[Saved entries]
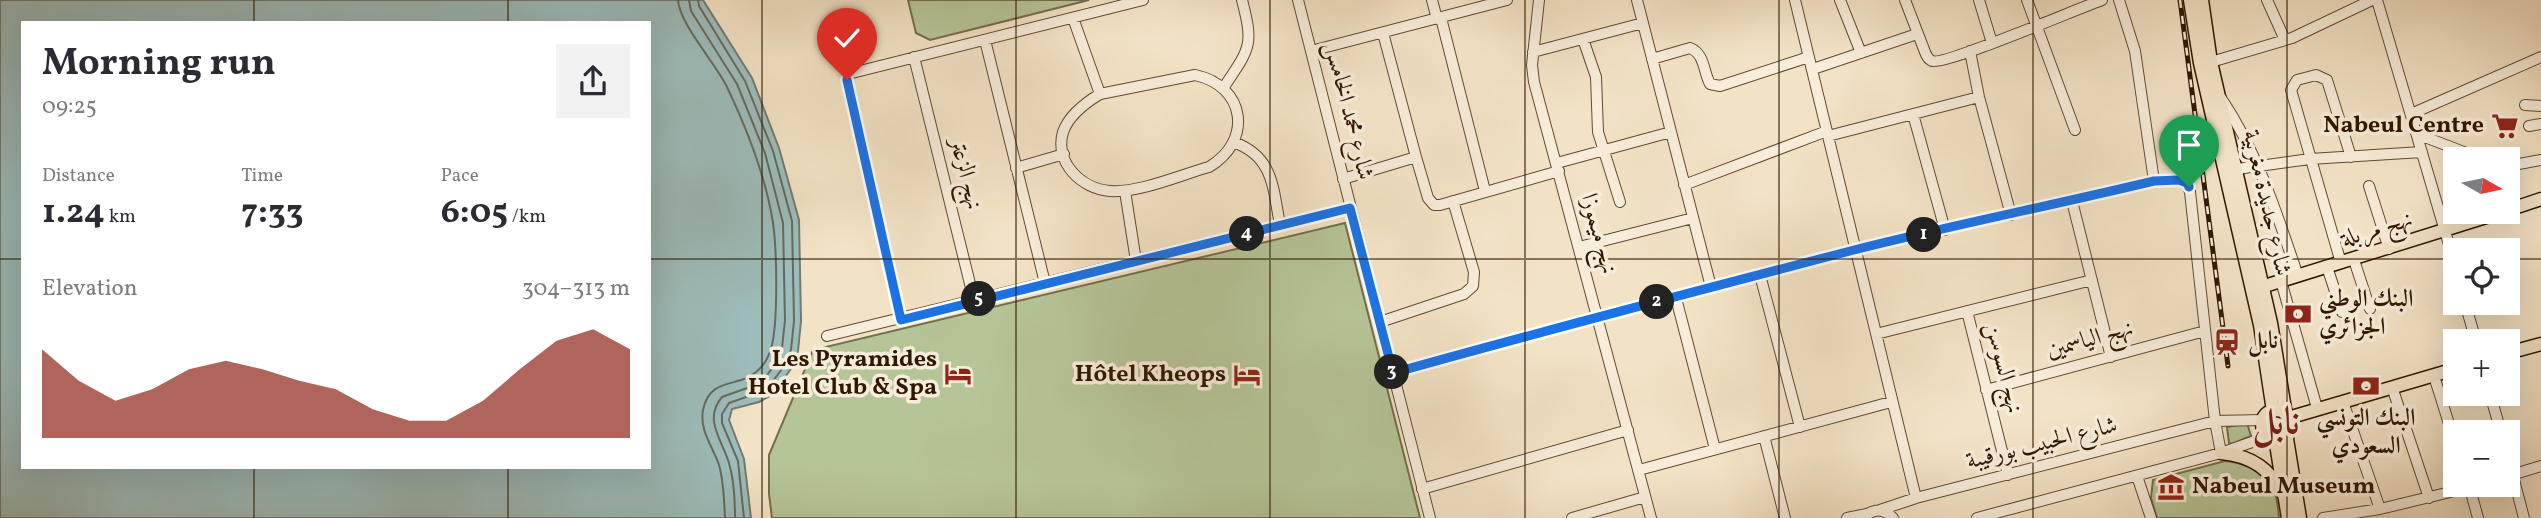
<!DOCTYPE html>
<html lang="en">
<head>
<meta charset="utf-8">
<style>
  :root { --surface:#fff; --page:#f2f2f3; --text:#2b2b33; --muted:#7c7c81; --accent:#8f2418 }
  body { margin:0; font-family:Vollkorn,Amiri,serif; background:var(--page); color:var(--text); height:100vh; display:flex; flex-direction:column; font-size:26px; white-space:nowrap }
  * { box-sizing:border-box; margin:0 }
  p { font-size:23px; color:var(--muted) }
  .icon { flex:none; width:38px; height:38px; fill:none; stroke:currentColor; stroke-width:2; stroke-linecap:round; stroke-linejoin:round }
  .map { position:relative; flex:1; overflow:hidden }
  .drawer { position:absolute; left:21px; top:21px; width:630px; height:448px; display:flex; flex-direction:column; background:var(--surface); border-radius:0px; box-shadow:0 7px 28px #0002 }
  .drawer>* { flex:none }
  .needle { width:46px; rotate:99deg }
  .fabs { position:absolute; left:2443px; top:147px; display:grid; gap:14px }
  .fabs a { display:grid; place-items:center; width:77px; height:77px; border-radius:0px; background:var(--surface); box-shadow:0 7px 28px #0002; font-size:35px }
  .pin { position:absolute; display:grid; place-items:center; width:60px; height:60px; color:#fff; margin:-72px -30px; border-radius:50% 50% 50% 0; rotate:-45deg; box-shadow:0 0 7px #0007 }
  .pin .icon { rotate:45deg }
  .km { position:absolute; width:35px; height:35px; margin:-18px; border-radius:50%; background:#222; color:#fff; font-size:19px; line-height:35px; text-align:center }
  .round { display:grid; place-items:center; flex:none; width:74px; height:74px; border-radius:0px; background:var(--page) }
  .overview { display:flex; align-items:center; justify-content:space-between; height:119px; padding:0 21px }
  h1 { font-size:38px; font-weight:700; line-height:52px }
  .metrics { display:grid; grid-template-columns:repeat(3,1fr); gap:10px; height:119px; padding:7px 21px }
  .metrics div { display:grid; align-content:center }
  .metrics b { font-size:35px; font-weight:700 }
  .metrics small { font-size:19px; font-weight:400 }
  .metrics p { font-size:19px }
  .chart { height:196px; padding:14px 21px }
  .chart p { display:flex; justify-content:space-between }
  .chart svg { width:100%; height:126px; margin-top:7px; fill:var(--accent); opacity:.7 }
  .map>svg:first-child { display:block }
  .green { fill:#b6c598; stroke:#736e4c; stroke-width:2 }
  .water { fill:#9dbdbc; stroke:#717b71; stroke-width:2; fill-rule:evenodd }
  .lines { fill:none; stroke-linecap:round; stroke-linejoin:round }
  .shore { stroke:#666a5e; stroke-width:2 }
  .minor-casing { stroke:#614a32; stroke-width:12 }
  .major-casing { stroke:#301700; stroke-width:15 }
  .minor { stroke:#f7edda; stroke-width:10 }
  .major { stroke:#f3e3c6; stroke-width:12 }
  .rail-casing { stroke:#301700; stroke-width:5 }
  .rail { stroke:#f7edda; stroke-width:2.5; stroke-dasharray:8; stroke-linecap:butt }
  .route-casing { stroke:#fff; stroke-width:14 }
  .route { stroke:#1a73e8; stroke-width:9 }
  .grid { fill:none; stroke:#301700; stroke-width:2; stroke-opacity:0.55 }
  .labels { text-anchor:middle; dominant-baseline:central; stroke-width:7; stroke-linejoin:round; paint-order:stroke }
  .street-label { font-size:24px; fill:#301700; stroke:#f7edda }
  .poi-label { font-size:24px; font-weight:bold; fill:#301700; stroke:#f7edda; text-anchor:end }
  .town-label { font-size:38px; font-weight:bold; fill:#7a1f14; stroke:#f7edda }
</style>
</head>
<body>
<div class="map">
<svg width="2541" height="518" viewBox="0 0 2541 518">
  <rect width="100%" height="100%" fill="#f3e3c6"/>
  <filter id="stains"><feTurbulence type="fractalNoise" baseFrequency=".00286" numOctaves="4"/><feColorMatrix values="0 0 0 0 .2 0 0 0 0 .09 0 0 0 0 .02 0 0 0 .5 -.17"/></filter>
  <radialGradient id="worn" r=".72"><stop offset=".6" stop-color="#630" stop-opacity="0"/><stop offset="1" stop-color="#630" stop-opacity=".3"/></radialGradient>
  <path class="green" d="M908 0H1089L930 40 916 33Z
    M1345 223 1420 518H772L769 494V455L813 350Z
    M2247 423 2251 436 2232 444 2229 443 2227 427Z
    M2225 461C2244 462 2264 472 2273 490 2278 497 2278 509 2279 518H2157L2151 498 2153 480Z"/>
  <path class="water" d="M0 0H703L752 78 779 148 799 220 801 321 798 351 791 369 770 396 759 402 732 409 729 420 744 459 751 518H0ZM23 23H649V467H23Z"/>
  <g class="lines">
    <path class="shore" d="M678 0C679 23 716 64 727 87 747 129 766 178 773 223 777 251 778 318 772 345 770 355 764 366 756 372 739 388 710 376 703 410 699 430 713 447 719 465 724 482 724 501 725 518
      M689 0 691 11 737 84 765 153 783 223 785 320 782 348 777 362 761 383 722 397C703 419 722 440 729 463 734 480 735 500 735 518
      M698 0 699 6 745 81 773 151 792 221 794 321 791 350 785 365 766 390 729 403 722 414V423L738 461 744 518"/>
    <defs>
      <path id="minor" d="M1298 0 1430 518
        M1432 0 1437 19
        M1539 0 1532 65 1534 82 1651 518
        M1637 0 1711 287
        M1795 0 1916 498
        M1840 0 1861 53
        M1905 0 1925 52C1926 55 1928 59 1932 61 1944 66 2079 8 2102 0
        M1979 0 1992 43
        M2027 0 2075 130
        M2119 0 2135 51 2154 181
        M2267 0 2285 40
        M2377 0 2455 265
        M1073 18 1100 94
        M1441 18 1485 191
        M1383 33 1416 157
        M1583 39 1596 77 1598 132 1620 202
        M985 40 1045 283
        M1311 51 1507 0
        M1970 51 1979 97 2011 215
        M1533 52 1643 23
        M914 57 974 300
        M1652 59 1690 48C1705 54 1703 71 1710 84L1720 86 1809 57
        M2211 62 2292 38 2372 0
        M1813 69 1917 34
        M1195 75C1246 86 1253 141 1209 167 1180 175 1140 193 1110 191 1082 189 1054 163 1063 132 1069 115 1085 103 1100 94Z
        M1224 87C1250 48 1254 46 1242 0
        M2221 98C2258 153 2277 214 2298 276
        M2525 105 2541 106
        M1913 114 1945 230
        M2411 114 2541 57
        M2529 126 2541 124
        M2417 134 2482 159
        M1828 136 1979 97
        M1233 142C1274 156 1273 189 1280 225
        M1557 163 1671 132
        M2508 166 2541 160
        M1016 168 1064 154
        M2237 169 2310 159 2422 152
        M1343 179 1416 157 1428 198 1434 205H1440L1559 171
        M1684 185 1827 131
        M2369 186 2389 249
        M1125 191 1136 261
        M2072 201 2111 357
        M1579 247 1693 218
        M2354 260 2370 309
        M2341 263 2291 90 2297 80 2316 75 2327 80 2351 157
        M2327 267 2342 312
        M1760 275 1800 427
        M2281 281 2317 408
        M1676 298 1715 449
        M2465 303 2476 341
        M1967 311 2008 475
        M901 320 848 82V74L1143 0
        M1380 322 1464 294 1473 286 1474 272 1453 201
        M1876 334 2092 280
        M827 336 1351 208
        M1393 373C1546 330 1700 290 1854 250 1953 225 2054 205 2154 181L2179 180 2187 183 2190 192 2215 421 2221 453
        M2434 376 2455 443
        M2392 387 2429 498
        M1986 390 2205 331
        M2490 394 2501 432
        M2343 402 2380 509
        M1764 436 1785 518
        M2508 457 2524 518
        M1639 470 1891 402
        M2137 476 2151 518
        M2508 476 2541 466
        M2469 485 2478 518
        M1422 489 1628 430
        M1880 510 1916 498 2215 421 2263 420
        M1572 518 1645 497
        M1847 518 1867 514
        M1863 518C1873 508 1884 508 1893 518
        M1977 518 2221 453 2269 436
        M2323 518 2380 509 2479 485"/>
      <path id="major" d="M2190 0 2200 63 2260 325 2273 411
        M2202 0 2211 62 2271 323 2286 415
        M2508 210 2541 199
        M2255 289 2502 212
        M2508 353 2541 344
        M2262 424a14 14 0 1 1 28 0a14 14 0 1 1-28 0Z
        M2288 418 2455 369
        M2289 429 2287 439 2300 518
        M2275 438 2288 518
        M2221 453C2253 456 2270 469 2285 497"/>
    </defs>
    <use href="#minor" class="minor-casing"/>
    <use href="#major" class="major-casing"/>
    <use href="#minor" class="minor"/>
    <use href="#major" class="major"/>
    <defs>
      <path id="rail" d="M2180 0 2228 366"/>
    </defs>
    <use href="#rail" class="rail-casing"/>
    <use href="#rail" class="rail"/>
  </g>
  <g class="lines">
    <defs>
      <path id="route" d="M847 80 901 320 1350 208 1393 373C1546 330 1700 290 1854 250 1953 225 2054 205 2154 181L2179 180 2187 183 2189 187"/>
    </defs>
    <use href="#route" class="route-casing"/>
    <use href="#route" class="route"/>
  </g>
  <path class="grid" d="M254 0V23M508 0V23M762 0V518M1016 0V518M1270 0V518M1525 0V518M1779 0V518M2033 0V518M2287 0V518M0 259H23M649 259H2455M2508 259H2541M254 467V518M508 467V518"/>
  <defs>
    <symbol id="supermarket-bare" viewBox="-9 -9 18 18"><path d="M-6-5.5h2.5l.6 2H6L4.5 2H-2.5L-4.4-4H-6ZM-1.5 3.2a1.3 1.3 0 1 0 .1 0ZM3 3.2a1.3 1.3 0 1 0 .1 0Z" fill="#8f2418" stroke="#f7edda" stroke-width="2.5" paint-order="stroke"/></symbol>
    <symbol id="bank-bare" viewBox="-9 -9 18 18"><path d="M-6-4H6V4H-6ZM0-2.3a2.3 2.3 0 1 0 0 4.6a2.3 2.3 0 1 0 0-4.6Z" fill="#8f2418" stroke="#f7edda" stroke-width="2.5" paint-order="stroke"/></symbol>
    <symbol id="station-bare" viewBox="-9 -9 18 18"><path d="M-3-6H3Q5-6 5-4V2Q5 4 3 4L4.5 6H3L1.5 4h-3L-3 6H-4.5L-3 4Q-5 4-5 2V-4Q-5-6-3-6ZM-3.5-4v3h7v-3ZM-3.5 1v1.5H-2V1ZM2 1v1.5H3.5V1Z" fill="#8f2418" stroke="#f7edda" stroke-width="2.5" paint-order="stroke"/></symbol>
    <symbol id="hotel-bare" viewBox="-9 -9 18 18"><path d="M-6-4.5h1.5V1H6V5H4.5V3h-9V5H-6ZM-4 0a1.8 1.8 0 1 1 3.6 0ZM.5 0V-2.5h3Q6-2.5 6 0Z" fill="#8f2418" stroke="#f7edda" stroke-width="2.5" paint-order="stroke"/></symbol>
    <symbol id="museum-bare" viewBox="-9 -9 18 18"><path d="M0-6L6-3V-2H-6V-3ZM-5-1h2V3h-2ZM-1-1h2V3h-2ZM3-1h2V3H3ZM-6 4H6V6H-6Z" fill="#8f2418" stroke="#f7edda" stroke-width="2.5" paint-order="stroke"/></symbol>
  </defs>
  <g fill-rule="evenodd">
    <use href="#supermarket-bare" x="2486" y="107" width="38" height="38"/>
    <use href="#bank-bare" x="2279" y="295" width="38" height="38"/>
    <use href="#station-bare" x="2208" y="323" width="38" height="38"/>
    <use href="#hotel-bare" x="939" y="355" width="38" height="38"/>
    <use href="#hotel-bare" x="1228" y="356" width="38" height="38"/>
    <use href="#bank-bare" x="2347" y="367" width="38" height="38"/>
    <use href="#museum-bare" x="2152" y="468" width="38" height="38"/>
  </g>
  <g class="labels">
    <g class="street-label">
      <text transform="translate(1348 111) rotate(76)">شارع محمد الخامس</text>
      <text transform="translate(965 174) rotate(76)">نهج الزعتر</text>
      <text transform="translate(2266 203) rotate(77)">شارع جديدة مغربية</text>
      <text transform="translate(2377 230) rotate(-17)">نهج مربلة</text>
      <text transform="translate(1598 234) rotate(75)">نهج ميموزا</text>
      <text transform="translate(2090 340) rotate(-15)">نهج الياسمين</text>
      <text transform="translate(2003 368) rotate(76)">نهج السوسن</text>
      <text transform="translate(2042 444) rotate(-14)">شارع الحبيب بورقيبة</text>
    </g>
    <g class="poi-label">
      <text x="2484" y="126">Nabeul Centre</text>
      <text x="2319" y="300" text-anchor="start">البنك الوطني<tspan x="2319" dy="28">الجزائري</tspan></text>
      <text x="2248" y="342" text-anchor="start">نابل</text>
      <text x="937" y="360">Les Pyramides<tspan x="937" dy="28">Hotel Club &amp; Spa</tspan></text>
      <text x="1226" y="375">Hôtel Kheops</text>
      <text x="2366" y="419" text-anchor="middle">البنك التونسي<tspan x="2366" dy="28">السعودي</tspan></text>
      <text x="2192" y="487" text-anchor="start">Nabeul Museum</text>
    </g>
    <g class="town-label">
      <text x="2276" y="423">نابل</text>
    </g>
  </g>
  <rect width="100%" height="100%" filter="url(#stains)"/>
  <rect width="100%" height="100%" fill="url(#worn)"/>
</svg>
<div class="fabs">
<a><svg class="needle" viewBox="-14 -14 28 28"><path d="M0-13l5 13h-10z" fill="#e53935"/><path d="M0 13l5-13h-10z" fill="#7c7c81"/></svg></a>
<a><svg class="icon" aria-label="locate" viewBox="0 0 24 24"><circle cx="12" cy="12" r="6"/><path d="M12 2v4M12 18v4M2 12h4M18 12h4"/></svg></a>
<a>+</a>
<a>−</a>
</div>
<div class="pin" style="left:2189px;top:187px;background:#1e9e55"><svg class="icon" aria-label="arrive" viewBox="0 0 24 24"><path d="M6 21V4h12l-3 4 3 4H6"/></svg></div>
<div class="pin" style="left:847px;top:80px;background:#d93025"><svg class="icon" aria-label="check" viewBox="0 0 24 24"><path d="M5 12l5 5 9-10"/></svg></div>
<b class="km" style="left:1924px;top:235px">1</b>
<b class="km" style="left:1657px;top:302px">2</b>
<b class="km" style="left:1392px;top:372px">3</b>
<b class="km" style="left:1247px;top:234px">4</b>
<b class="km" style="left:979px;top:299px">5</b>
<section class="drawer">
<div class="overview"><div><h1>Morning run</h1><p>09:25</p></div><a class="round"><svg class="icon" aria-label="share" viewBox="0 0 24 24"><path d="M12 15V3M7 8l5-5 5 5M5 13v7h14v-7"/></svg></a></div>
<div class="metrics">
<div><p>Distance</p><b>1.24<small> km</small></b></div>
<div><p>Time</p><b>7:33</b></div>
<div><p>Pace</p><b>6:05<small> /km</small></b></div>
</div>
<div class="chart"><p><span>Elevation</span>304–313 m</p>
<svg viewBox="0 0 160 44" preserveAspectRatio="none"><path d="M0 44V13L10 24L20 31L30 27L40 20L50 17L60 20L70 24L80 27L90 34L100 38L110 38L120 31L130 20L140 10L150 6L160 13V44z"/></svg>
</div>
</section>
</div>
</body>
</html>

Your task => When pictures appear in the records above, leave them out and reproduce exactly each line from the first through the line containing "display:grid; place-items:center; width:77px;", both included.

Task output =>
<!DOCTYPE html>
<html lang="en">
<head>
<meta charset="utf-8">
<style>
  :root { --surface:#fff; --page:#f2f2f3; --text:#2b2b33; --muted:#7c7c81; --accent:#8f2418 }
  body { margin:0; font-family:Vollkorn,Amiri,serif; background:var(--page); color:var(--text); height:100vh; display:flex; flex-direction:column; font-size:26px; white-space:nowrap }
  * { box-sizing:border-box; margin:0 }
  p { font-size:23px; color:var(--muted) }
  .icon { flex:none; width:38px; height:38px; fill:none; stroke:currentColor; stroke-width:2; stroke-linecap:round; stroke-linejoin:round }
  .map { position:relative; flex:1; overflow:hidden }
  .drawer { position:absolute; left:21px; top:21px; width:630px; height:448px; display:flex; flex-direction:column; background:var(--surface); border-radius:0px; box-shadow:0 7px 28px #0002 }
  .drawer>* { flex:none }
  .needle { width:46px; rotate:99deg }
  .fabs { position:absolute; left:2443px; top:147px; display:grid; gap:14px }
  .fabs a { display:grid; place-items:center; width:77px; height:77px; border-radius:0px; background:var(--surface); box-shadow:0 7px 28px #0002; font-size:35px }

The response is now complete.